═════ INFORMATION

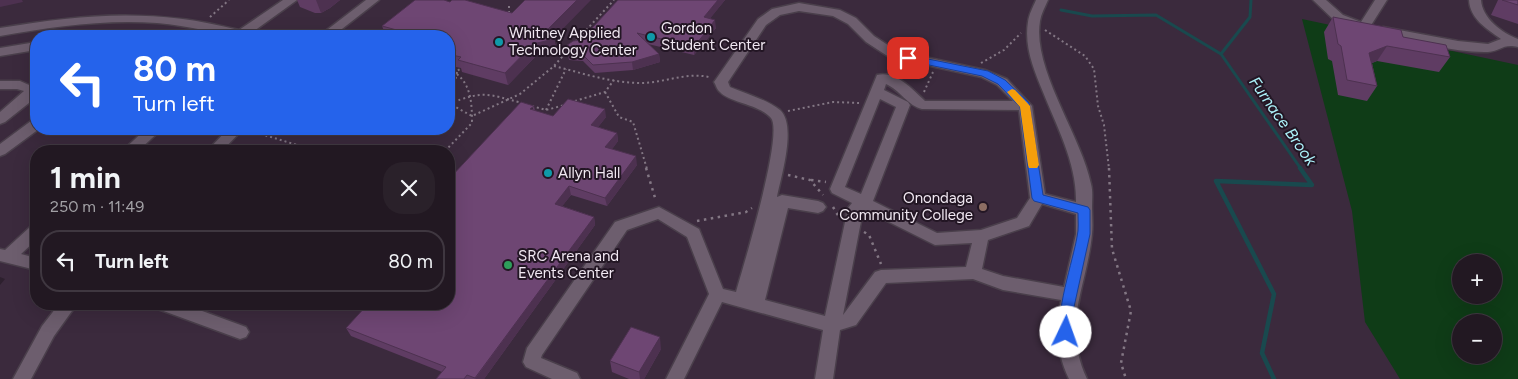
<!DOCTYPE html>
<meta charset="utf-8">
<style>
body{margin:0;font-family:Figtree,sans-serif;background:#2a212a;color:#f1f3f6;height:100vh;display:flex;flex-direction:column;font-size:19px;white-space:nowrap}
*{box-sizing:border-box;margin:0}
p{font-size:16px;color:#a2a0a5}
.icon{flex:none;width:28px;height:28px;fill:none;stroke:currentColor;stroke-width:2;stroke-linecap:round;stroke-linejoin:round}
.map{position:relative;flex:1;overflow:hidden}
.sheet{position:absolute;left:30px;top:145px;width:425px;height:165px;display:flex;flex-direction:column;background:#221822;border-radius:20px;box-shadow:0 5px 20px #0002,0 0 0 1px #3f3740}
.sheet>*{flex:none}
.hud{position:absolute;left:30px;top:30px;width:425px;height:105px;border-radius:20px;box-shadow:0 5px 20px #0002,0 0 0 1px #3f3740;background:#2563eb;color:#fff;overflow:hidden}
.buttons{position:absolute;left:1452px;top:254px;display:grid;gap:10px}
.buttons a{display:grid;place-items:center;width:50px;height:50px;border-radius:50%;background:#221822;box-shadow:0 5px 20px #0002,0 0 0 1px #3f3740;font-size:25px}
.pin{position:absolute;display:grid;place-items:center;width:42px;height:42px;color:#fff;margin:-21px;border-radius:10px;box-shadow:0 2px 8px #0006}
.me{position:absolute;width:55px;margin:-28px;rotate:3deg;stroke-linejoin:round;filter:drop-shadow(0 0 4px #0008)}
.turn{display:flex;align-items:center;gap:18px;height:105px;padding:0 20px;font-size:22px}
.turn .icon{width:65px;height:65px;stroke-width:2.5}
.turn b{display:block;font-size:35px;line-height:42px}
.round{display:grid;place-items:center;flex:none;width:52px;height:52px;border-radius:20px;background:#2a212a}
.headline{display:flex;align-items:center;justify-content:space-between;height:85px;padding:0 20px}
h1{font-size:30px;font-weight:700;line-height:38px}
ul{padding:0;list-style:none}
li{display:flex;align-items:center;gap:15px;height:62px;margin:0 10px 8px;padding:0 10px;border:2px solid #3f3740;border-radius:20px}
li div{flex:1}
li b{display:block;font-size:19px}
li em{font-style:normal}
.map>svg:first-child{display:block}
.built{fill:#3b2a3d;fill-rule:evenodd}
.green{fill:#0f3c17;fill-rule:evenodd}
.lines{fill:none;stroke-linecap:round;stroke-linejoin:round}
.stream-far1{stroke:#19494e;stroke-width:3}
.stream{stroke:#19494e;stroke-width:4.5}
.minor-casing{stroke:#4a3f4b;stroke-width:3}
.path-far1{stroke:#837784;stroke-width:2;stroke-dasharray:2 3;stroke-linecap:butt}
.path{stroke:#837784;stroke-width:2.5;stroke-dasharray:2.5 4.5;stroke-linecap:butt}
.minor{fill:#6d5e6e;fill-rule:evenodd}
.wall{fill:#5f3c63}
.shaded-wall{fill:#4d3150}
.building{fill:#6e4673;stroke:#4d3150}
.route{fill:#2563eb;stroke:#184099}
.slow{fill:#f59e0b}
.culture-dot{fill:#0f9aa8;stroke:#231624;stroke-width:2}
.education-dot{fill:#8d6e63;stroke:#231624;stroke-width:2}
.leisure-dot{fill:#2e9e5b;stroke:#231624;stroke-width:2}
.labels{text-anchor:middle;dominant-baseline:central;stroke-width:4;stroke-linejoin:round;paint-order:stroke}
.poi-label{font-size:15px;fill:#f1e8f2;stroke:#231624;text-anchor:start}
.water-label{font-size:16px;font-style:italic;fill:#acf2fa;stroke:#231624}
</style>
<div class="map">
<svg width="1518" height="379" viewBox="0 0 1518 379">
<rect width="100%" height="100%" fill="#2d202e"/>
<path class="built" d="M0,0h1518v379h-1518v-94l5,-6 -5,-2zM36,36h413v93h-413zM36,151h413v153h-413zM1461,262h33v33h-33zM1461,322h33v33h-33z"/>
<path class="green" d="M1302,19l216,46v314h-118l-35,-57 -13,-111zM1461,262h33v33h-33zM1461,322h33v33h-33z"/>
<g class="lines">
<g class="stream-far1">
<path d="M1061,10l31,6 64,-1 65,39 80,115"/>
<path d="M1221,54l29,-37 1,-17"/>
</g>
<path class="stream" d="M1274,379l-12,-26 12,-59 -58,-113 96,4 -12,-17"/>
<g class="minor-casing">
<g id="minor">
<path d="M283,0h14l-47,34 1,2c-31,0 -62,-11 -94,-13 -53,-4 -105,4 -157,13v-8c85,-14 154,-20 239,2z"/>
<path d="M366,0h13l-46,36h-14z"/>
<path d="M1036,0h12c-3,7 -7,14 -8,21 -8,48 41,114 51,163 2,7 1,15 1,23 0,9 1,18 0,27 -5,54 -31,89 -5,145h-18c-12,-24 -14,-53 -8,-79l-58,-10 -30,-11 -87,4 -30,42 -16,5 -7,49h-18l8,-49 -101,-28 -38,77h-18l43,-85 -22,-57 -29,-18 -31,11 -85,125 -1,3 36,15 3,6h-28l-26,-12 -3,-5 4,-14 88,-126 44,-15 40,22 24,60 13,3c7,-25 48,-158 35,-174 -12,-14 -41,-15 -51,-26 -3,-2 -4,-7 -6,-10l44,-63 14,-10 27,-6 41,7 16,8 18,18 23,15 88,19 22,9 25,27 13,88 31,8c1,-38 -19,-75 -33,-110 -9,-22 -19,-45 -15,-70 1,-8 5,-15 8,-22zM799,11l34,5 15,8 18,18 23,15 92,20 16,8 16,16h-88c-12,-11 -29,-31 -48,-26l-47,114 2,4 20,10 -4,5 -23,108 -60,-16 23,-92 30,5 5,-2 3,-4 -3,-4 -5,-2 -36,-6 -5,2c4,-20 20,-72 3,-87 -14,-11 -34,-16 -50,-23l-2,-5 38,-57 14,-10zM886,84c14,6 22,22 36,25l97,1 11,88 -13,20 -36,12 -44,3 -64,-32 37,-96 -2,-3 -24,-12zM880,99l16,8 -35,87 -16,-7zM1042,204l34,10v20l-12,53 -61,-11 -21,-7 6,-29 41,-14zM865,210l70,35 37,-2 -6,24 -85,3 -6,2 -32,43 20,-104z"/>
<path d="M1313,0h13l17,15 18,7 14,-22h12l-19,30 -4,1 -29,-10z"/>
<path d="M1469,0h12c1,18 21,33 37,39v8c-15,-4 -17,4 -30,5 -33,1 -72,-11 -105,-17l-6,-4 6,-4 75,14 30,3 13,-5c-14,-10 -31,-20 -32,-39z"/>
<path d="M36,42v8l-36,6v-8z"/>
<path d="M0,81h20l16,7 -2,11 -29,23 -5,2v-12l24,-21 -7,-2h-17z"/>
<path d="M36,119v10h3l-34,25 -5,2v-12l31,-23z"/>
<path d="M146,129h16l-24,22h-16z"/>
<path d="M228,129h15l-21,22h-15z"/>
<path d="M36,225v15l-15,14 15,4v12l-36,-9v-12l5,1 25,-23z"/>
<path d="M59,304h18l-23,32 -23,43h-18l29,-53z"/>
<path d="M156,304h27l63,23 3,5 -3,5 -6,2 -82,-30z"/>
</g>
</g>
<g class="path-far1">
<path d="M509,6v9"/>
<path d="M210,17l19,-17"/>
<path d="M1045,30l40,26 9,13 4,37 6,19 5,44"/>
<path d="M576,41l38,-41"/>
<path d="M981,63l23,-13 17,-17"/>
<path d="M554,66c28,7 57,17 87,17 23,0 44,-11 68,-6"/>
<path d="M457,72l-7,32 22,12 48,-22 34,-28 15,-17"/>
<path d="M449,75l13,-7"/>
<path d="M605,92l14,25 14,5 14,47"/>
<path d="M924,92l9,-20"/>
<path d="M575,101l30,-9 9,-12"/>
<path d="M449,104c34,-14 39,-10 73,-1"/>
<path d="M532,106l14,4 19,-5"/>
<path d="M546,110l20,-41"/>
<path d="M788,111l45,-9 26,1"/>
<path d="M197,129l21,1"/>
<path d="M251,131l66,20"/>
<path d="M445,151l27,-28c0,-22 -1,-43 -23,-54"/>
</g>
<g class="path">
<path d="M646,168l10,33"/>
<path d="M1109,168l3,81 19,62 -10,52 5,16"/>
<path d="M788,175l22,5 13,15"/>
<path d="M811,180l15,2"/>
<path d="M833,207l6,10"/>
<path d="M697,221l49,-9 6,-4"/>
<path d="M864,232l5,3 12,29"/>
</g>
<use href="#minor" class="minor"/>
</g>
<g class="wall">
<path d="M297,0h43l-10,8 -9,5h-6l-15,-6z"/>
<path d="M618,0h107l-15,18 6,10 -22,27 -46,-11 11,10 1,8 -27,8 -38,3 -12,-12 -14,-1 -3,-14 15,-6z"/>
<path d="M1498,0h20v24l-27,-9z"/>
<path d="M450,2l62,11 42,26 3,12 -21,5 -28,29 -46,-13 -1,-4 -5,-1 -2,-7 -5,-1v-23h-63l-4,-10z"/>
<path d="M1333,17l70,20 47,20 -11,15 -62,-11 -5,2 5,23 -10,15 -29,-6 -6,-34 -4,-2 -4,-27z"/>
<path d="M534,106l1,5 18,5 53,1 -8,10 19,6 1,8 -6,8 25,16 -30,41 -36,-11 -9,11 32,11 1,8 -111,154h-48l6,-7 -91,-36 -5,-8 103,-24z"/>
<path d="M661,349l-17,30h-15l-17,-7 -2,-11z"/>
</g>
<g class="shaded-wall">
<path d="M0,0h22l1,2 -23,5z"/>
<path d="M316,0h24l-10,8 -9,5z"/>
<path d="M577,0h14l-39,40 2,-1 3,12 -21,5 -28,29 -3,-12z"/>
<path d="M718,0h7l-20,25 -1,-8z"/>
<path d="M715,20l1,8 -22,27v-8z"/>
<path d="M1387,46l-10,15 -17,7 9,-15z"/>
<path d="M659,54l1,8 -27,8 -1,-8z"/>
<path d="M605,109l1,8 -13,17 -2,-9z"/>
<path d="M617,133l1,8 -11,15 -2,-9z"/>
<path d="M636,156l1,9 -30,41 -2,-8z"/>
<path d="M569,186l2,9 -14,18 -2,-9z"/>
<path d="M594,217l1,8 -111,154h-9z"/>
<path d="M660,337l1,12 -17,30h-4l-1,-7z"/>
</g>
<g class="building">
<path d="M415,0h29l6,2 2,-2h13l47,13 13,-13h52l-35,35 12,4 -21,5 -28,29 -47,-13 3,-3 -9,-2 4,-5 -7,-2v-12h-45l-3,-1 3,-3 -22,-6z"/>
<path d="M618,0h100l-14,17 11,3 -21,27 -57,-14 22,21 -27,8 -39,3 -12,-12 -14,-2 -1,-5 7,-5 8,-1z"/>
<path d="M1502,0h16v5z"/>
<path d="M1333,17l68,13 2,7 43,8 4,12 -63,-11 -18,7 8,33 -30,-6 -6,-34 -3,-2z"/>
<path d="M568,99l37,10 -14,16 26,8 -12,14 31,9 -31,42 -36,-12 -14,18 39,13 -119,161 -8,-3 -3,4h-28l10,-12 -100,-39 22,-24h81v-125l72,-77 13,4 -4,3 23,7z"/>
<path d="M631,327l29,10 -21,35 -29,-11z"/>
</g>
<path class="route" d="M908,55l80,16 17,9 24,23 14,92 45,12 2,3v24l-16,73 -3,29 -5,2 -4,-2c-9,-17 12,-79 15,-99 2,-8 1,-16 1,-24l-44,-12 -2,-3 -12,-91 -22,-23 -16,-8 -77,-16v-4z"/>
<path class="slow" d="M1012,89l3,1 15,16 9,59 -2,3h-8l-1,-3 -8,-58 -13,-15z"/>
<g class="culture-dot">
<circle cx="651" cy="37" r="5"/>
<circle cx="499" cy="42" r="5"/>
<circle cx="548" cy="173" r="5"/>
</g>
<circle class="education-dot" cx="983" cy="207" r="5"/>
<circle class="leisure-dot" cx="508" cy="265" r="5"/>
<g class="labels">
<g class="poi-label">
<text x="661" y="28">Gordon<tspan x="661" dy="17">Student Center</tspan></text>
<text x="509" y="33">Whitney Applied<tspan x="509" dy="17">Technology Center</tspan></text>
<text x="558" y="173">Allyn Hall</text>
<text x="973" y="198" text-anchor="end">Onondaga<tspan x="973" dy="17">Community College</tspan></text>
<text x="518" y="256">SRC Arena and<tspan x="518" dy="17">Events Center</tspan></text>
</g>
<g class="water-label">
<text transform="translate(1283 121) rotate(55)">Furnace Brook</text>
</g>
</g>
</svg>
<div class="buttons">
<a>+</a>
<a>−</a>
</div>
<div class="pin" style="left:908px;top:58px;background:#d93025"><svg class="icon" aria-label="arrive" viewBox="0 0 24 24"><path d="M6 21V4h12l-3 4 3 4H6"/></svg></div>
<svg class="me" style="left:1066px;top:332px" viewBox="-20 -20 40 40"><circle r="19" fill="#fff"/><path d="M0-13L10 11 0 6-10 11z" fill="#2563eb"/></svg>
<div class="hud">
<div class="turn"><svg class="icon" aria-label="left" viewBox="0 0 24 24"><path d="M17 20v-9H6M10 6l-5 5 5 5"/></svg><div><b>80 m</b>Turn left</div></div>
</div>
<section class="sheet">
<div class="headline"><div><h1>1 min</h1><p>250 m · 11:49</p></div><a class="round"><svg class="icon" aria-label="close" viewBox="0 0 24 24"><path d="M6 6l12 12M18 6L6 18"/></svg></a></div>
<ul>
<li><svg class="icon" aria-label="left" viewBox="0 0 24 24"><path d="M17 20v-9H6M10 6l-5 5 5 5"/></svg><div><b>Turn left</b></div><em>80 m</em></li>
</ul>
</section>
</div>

══════════

*WHAT TO DO*
Scan the entries above for the string "lines", and copy every line where it turns up.

*ANSWER FOR THIS EXERCISE*
.lines{fill:none;stroke-linecap:round;stroke-linejoin:round}
<g class="lines">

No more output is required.